Anticipating, hoping, dreading, ignoring, we are held in a place that is just before whatever is next; we have mentally and emotionally left what was before.

I seem to have answered my own question, found something to call that spot that is not this and not that. From now on, I declare myself to be in a fluctuating state of being in-between, for it will always apply to something. I may be found here until further notice.

14 comments:

Kass said...

Oh, the pressing inbetweeness. The sidestuff of life. The flux place between consonance and dissonance. Sometimes the empty spaces are the most beautiful part of music.

Wonderfully thoughtful post and expressed so well!

Marylinn Kelly said...

Kass - Hello, nice to see you here. I've been checking your blog for new postings. Thank you. The more I thought of it, the more time it seems we spend in spaces without names.

Anonymous said...

In betweens are gateways where magical things happen and all is possible.

That place where there sea meets the sand, the cracks in a tree where a branch leaves the trunk and you can nestle in it.

all possibilities.

Robert the Skeptic said...

I like living in a part of the globe where I can see the transitions between distinct seasons. As it is now, it is no longer summer and now yet fall. The wind rustles leaves but it is warm, the sun sets earlier and gets up later. We will have a definite fall with all the proper colors... but it is not here yet. It gives me a chance to miss the summer that I love so much and accept the cooler weather to come.

Anonymous said...

How timely. I've been thinking lately that this most recent "in between" has lasted 10 years. May that's not what it is at all. Maybe this is another Train Station and I've already arrived.
As always, you supply delicious Food for Thought.

Marylinn Kelly said...

Denise - I like your description better than my interpretation, which is more of a place to mark time, to wait for something that hasn't arrived. In places of magic, everything is still possible and, beside, it IS magic, whatever awaits.

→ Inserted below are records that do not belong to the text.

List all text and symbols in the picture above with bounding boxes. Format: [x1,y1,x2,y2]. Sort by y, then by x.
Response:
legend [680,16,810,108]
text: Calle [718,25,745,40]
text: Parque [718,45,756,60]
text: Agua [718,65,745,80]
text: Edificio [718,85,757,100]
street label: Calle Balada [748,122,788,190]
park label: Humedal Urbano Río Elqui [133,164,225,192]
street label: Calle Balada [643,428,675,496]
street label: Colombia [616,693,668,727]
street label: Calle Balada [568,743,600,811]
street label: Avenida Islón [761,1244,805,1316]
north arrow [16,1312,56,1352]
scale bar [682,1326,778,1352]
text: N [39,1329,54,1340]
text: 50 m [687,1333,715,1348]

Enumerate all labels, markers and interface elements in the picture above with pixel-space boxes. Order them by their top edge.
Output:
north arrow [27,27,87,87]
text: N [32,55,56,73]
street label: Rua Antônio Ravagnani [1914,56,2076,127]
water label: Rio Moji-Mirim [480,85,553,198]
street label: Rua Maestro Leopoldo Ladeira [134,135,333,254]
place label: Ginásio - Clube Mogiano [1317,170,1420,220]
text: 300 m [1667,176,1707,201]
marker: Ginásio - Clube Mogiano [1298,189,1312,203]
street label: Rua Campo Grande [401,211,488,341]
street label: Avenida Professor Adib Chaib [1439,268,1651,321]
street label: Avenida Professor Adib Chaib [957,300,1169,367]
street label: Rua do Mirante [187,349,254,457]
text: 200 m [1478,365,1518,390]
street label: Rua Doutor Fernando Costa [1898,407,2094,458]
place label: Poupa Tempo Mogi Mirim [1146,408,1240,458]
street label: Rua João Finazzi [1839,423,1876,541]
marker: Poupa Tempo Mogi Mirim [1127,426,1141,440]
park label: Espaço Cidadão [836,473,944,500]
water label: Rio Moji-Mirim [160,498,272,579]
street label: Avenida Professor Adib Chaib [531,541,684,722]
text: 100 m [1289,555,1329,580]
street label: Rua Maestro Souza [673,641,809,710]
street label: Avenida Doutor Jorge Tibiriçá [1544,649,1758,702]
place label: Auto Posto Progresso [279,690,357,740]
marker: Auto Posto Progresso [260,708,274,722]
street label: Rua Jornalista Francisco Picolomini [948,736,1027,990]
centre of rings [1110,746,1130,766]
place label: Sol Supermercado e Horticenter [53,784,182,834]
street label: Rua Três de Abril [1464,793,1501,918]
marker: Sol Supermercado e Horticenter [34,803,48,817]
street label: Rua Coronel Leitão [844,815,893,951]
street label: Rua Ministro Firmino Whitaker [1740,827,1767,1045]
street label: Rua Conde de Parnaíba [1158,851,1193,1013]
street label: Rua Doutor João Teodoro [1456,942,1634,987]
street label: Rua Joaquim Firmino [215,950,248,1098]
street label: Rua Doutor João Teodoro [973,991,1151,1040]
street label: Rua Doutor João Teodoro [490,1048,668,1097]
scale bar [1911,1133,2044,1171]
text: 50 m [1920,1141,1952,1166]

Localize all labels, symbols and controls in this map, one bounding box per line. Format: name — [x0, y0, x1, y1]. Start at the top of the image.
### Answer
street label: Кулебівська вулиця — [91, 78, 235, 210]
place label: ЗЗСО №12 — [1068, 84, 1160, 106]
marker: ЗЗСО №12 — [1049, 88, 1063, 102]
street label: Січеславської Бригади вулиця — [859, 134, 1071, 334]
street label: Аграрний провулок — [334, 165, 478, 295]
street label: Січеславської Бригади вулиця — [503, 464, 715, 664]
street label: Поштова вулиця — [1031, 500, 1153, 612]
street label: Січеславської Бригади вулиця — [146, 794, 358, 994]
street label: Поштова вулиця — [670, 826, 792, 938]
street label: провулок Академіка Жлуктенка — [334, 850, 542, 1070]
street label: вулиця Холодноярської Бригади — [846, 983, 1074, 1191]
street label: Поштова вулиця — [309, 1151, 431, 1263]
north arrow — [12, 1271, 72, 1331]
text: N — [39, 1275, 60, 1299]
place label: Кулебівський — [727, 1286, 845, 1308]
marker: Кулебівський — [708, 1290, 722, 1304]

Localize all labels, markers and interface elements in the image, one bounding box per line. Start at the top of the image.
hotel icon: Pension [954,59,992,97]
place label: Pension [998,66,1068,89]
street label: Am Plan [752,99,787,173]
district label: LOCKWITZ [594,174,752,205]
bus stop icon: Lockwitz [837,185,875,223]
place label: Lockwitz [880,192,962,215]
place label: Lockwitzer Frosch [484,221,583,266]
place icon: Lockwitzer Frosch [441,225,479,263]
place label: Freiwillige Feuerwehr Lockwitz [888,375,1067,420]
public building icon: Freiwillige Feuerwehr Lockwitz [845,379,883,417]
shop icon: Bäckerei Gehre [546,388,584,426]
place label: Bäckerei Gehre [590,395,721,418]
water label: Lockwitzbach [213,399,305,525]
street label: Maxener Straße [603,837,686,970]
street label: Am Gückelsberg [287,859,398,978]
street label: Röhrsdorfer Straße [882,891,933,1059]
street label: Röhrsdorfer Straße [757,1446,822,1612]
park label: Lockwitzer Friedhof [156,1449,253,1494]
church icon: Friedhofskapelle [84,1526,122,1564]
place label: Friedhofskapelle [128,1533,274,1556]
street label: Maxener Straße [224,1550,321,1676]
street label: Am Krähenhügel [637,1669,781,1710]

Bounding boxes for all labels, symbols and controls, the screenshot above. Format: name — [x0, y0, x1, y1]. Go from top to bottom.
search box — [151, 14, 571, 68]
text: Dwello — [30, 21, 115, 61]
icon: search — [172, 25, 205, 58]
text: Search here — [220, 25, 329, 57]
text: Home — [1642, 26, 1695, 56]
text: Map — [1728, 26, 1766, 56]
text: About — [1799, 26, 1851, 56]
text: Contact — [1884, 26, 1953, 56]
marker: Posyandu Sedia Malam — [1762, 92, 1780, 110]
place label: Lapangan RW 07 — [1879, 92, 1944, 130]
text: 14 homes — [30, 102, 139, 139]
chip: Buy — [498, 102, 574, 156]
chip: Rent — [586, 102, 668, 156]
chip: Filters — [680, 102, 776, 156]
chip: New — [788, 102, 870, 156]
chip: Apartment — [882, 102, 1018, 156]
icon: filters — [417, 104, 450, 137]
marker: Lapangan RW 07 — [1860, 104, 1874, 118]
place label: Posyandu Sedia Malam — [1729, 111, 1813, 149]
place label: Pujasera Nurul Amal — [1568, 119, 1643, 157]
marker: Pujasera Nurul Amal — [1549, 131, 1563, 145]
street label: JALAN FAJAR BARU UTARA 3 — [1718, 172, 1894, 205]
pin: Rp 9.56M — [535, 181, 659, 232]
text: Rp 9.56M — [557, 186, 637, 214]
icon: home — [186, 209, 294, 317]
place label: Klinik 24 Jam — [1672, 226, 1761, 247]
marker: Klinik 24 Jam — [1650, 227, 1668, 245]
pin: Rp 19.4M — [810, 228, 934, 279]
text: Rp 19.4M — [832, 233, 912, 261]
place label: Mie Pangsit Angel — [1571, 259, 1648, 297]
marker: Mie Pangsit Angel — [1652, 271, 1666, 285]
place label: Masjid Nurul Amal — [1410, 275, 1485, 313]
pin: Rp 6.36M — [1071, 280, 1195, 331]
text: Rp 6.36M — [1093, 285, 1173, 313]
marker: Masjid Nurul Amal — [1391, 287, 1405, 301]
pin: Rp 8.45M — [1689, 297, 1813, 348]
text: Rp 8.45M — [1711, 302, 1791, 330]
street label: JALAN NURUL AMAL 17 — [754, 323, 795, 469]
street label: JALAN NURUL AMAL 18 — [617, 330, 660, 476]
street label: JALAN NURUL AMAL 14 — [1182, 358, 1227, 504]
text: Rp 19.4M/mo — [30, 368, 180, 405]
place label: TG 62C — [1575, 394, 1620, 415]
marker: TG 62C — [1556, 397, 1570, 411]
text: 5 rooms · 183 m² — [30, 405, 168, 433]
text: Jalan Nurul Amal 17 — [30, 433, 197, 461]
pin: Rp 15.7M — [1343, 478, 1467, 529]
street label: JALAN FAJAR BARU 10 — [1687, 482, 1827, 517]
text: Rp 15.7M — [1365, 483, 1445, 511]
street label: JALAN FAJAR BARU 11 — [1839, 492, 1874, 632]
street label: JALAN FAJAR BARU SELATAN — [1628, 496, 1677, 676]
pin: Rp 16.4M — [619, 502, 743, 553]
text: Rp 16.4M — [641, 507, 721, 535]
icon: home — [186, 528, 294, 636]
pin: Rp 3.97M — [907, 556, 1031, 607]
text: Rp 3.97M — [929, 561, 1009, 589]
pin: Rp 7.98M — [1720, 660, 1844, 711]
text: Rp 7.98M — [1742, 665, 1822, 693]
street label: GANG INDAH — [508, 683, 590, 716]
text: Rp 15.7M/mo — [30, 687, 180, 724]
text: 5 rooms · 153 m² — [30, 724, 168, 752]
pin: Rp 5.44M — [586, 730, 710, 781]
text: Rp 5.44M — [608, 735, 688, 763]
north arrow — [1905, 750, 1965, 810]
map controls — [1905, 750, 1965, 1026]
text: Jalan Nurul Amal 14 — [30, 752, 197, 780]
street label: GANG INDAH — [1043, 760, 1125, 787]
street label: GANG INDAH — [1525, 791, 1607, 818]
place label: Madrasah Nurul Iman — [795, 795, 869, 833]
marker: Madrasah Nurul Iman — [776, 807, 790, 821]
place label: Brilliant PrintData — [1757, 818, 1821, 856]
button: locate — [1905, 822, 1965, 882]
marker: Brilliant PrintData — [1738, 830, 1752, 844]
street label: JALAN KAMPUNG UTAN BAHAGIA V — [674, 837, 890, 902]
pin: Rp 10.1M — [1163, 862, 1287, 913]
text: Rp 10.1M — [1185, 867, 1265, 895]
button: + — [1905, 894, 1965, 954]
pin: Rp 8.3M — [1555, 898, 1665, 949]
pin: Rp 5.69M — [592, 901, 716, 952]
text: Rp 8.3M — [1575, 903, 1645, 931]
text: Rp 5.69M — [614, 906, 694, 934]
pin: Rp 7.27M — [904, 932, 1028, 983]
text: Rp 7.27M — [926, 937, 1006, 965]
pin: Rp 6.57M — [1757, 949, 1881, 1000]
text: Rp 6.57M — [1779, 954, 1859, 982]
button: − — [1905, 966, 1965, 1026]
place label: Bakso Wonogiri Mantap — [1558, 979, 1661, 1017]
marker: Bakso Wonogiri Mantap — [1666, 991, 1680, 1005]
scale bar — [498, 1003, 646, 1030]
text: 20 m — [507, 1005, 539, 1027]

Robert - That is a way to look at our subtly changing seasons around Los Angeles, where trees cans still be turning at Christmas. In a place where the year's hottest days can - and often do - not show up until October, I do envy climates where there is a true and earlier fall. Two trips to the East Coast in autumn come to mind...my only visit to Boston, birthplace of my grandmother, descending through clouds to see such a different landscape still dotted with rich color; and a drive through the Shenandoah Valley one October, not like anything I'd ever seen.

Lisa - I suppose it is possible to have left the in-between stage and actually arrived without knowing it, I wonder about that myself. Is it our expectations that keep us from seeing "this" as the destination or is it more an intuitive knowing, not a state of dissatisfaction, that says, "not quite yet." But it is true, some of our assignments find us in lonely outposts for much longer than we would wish. Thank you. :-)

Claire Beynon said...

Dear Marylinn

I come here, read your words and sit awhile before returning to my day, my work, the 'stuff of life' that presses or beckons; then I return to listen again. It takes a while for me to get round to leaving a comment... not because there's nothing to say, but rather because there's so much to engage with that I sometimes don't know where to begin. You give us much food for thought - thank you.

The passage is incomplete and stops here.